Dataset entries:
· · · ·
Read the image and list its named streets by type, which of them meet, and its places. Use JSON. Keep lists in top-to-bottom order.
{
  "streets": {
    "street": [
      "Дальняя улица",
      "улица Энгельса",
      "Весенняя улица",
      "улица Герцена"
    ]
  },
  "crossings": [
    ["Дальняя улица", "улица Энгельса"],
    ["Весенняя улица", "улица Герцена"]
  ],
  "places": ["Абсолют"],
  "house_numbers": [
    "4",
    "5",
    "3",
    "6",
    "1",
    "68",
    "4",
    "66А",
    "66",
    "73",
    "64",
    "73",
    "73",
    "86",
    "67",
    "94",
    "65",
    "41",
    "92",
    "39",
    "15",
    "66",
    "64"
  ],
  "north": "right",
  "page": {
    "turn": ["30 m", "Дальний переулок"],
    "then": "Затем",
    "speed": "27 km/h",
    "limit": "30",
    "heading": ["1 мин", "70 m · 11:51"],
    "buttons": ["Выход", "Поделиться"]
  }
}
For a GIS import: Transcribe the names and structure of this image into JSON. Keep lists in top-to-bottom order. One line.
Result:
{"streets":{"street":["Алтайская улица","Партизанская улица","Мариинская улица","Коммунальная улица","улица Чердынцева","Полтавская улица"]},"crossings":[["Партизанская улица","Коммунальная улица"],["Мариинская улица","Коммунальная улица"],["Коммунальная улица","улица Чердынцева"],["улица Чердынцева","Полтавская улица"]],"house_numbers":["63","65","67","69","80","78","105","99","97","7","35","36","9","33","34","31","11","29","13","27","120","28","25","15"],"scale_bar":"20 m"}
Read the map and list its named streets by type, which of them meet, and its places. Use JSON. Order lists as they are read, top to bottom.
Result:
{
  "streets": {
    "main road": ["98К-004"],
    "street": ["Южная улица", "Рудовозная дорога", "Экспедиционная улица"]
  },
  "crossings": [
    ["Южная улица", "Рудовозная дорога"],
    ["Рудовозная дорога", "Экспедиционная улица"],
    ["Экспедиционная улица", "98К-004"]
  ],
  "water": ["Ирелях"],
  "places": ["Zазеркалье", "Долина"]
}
· · · ·
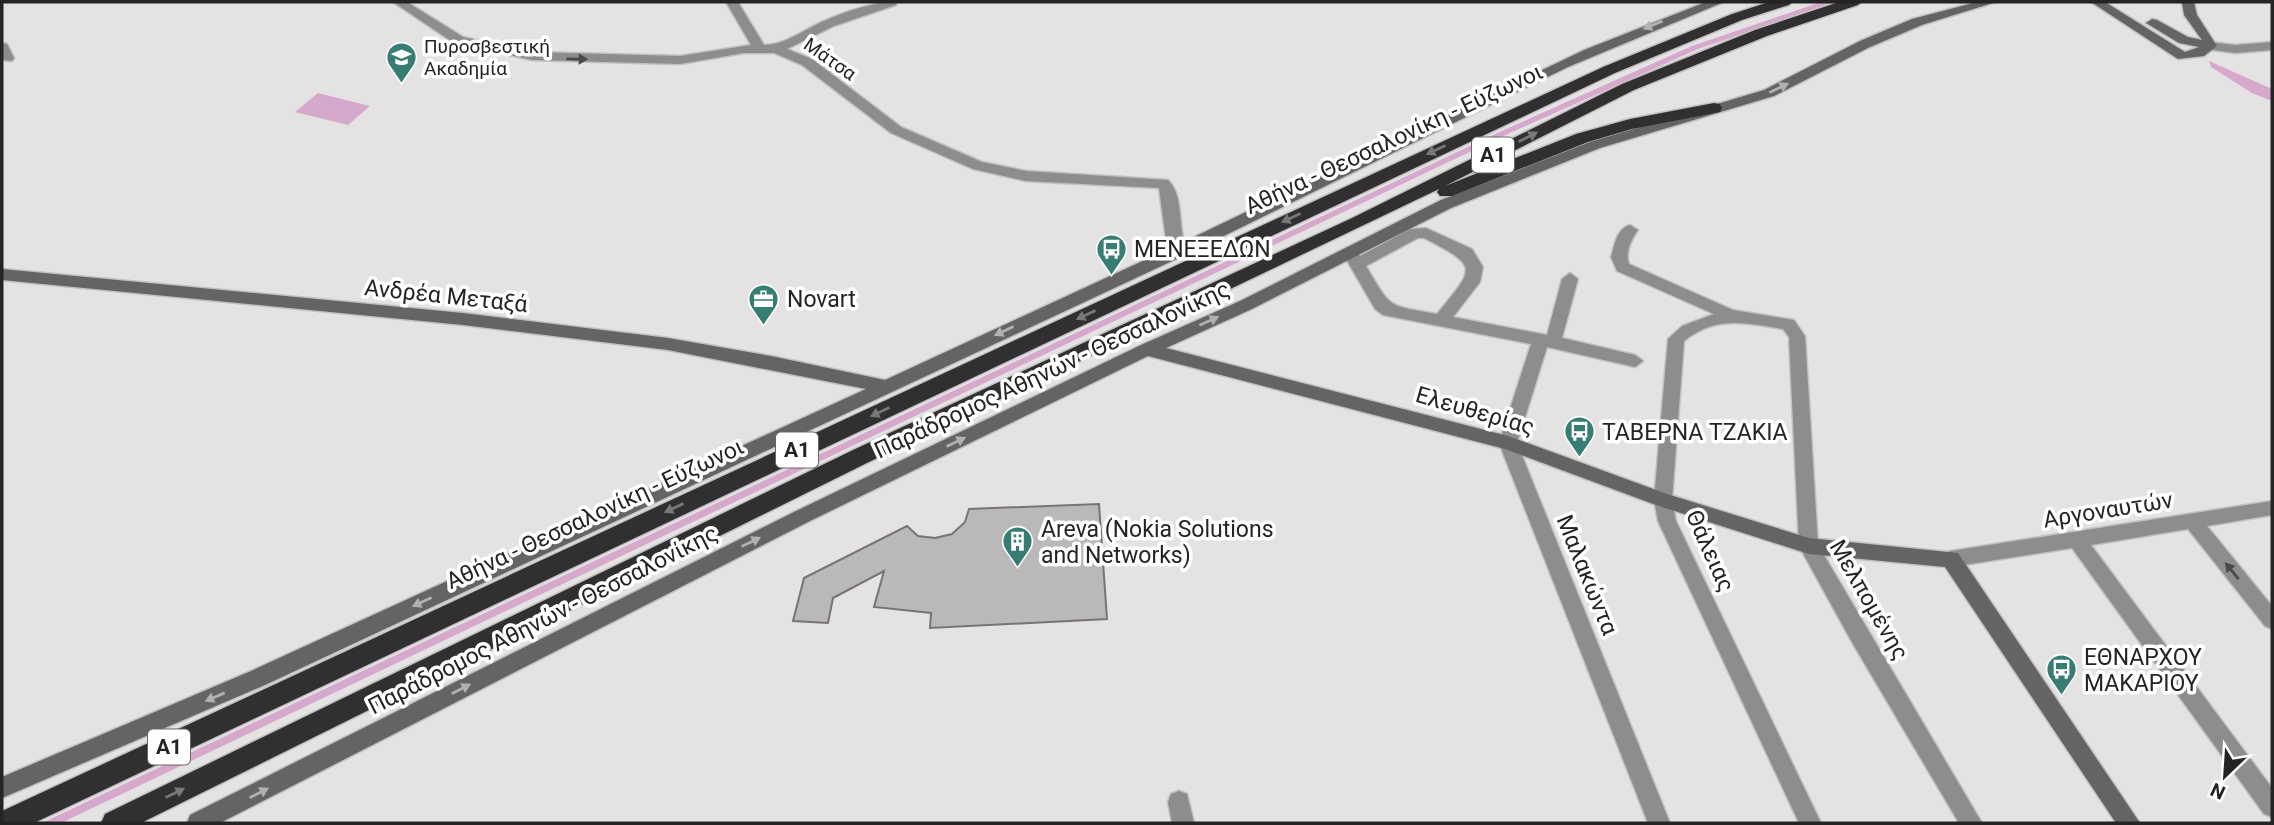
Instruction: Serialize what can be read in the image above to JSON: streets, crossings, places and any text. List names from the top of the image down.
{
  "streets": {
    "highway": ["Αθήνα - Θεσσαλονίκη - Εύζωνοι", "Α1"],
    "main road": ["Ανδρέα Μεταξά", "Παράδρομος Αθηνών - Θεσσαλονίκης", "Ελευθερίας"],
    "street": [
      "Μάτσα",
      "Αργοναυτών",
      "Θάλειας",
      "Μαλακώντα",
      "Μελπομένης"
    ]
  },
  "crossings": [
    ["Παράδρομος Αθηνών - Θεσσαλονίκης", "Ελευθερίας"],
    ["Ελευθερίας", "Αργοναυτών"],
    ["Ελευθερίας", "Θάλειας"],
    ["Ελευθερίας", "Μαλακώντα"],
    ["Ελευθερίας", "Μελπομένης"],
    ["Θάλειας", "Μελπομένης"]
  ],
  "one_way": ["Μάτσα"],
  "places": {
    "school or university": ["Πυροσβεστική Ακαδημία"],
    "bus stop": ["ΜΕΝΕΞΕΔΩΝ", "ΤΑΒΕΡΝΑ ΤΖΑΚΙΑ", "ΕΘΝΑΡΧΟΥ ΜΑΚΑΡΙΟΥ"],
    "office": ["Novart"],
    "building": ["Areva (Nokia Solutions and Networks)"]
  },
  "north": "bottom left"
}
· · · ·
Problem requirements >>
Begin at the line above that has "For a GIS import: Transcribe" and stop after the line that has "Read the map", copying each line exactly and adding nothing else.

Output of the exercise >>
For a GIS import: Transcribe the names and structure of this image into JSON. Keep lists in top-to-bottom order. One line.
Result:
{"streets":{"street":["Алтайская улица","Партизанская улица","Мариинская улица","Коммунальная улица","улица Чердынцева","Полтавская улица"]},"crossings":[["Партизанская улица","Коммунальная улица"],["Мариинская улица","Коммунальная улица"],["Коммунальная улица","улица Чердынцева"],["улица Чердынцева","Полтавская улица"]],"house_numbers":["63","65","67","69","80","78","105","99","97","7","35","36","9","33","34","31","11","29","13","27","120","28","25","15"],"scale_bar":"20 m"}
Read the map and list its named streets by type, which of them meet, and its places. Use JSON. Order lists as they are read, top to bottom.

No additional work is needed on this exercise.